Overall, the use of Terraform security scanning tools enhances the security posture of cloud environments, protects against the financial and reputational damage associated with security incidents, and ensures continuous compliance with evolving regulatory requirements. This makes them an indispensable asset in the toolkit of any team working with Terraform and cloud infrastructure.
Example tools for security scanning include Trivy, Terrascan and checkov
Check the .terraform.lock.hcl
File into Source Control ¶
Including the .terraform.lock.hcl
file in source control is a recommended best practice for Terraform users, providing several benefits to the infrastructure-as-code (IaC) workflow.
This file serves as a version lock file that records the specific versions of the provider plugins and modules (and their hashes) used in a Terraform configuration.

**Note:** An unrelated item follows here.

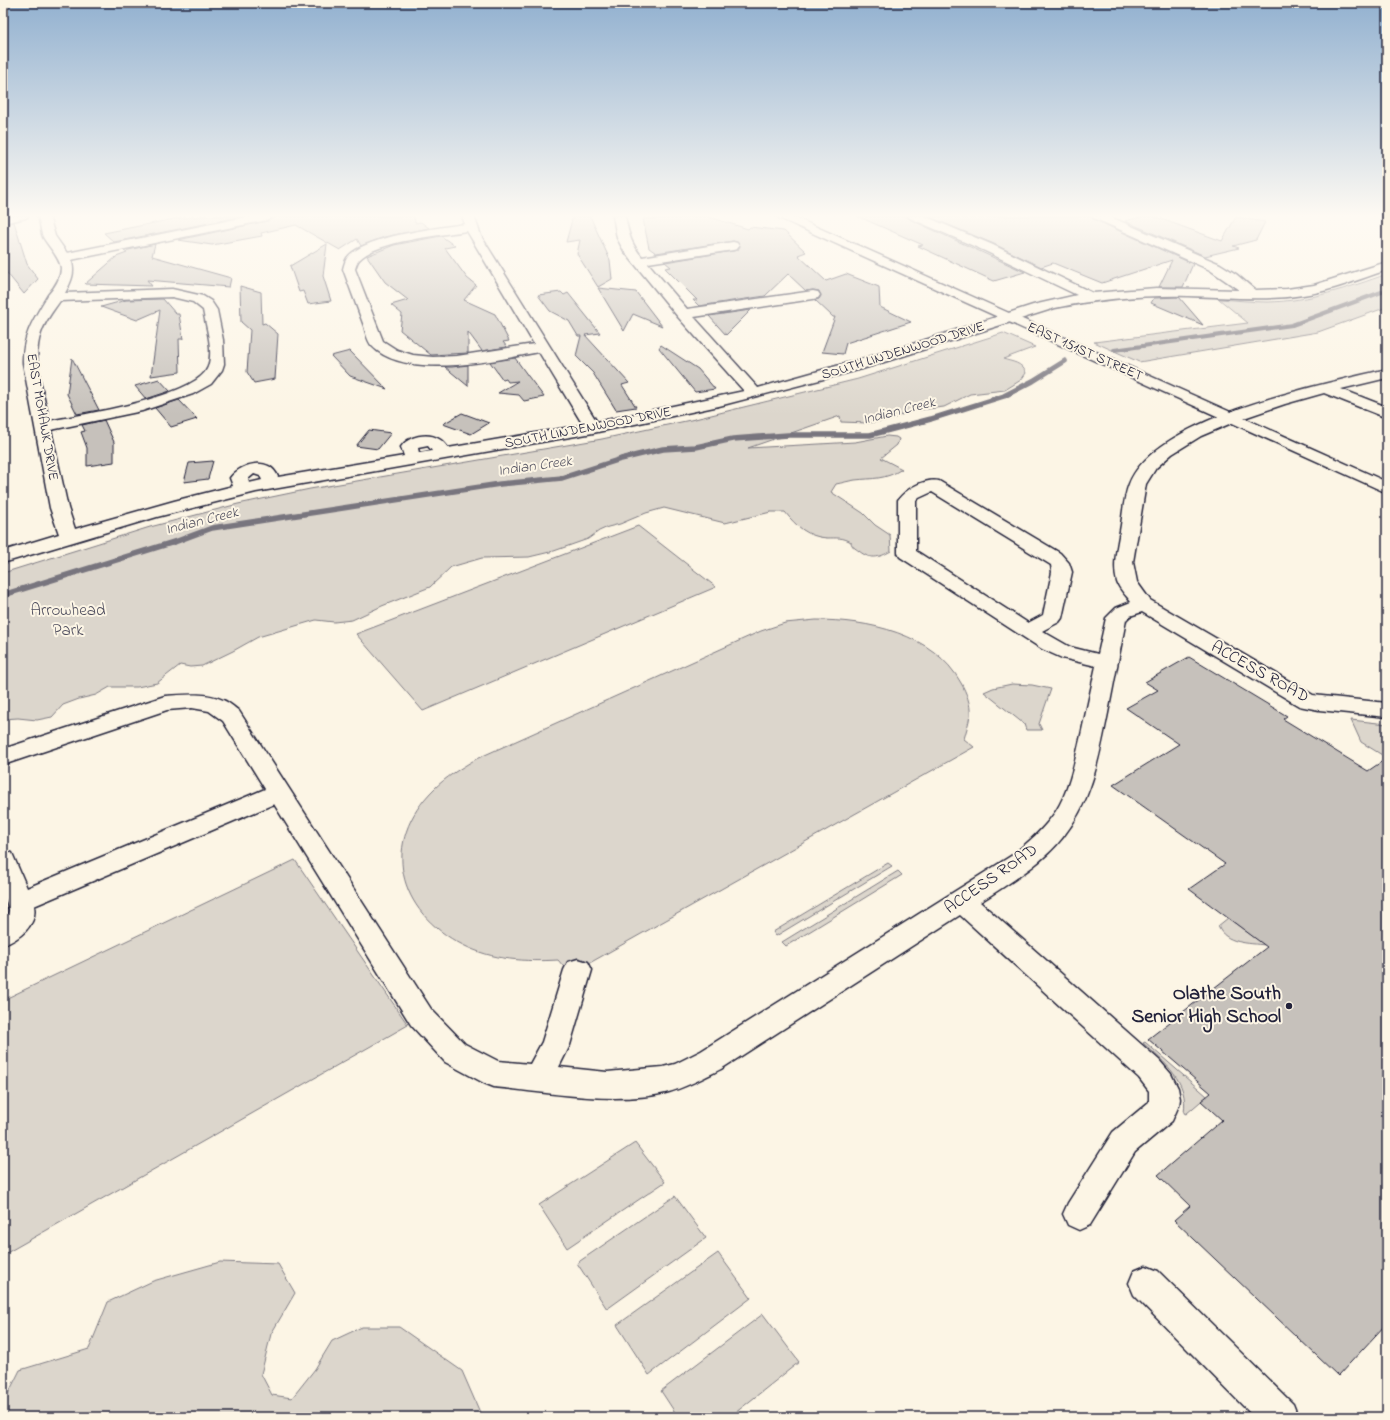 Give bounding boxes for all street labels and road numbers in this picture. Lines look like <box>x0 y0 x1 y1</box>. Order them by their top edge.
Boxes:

By checking it into source control, teams ensure consistent and reproducible deployments across different environments. The lock file acts as a snapshot of the dependencies, guaranteeing that everyone working on the project has the same set of provider and module versions. This practice enhances collaboration, reduces the likelihood of version mismatches, and mitigates the risk of unexpected changes or disruptions during deployments. Moreover, it facilitates version tracking and simplifies the process of recreating the infrastructure at a later time. Overall, checking the .terraform.lock.hcl
file into source control contributes to the reliability and maintainability of Terraform configurations within a collaborative development environment.
When used with a GitOps process that includes dependency scanning tools (such as Github's Dependabot), automations can be configured to generate automatic pull requests of provider/module version updates that might include bug fixes, enhancements and security patches. The automated pull requests (and associated checks) can help streamline a CICD workflow, leading to higher productivity and reduced human error.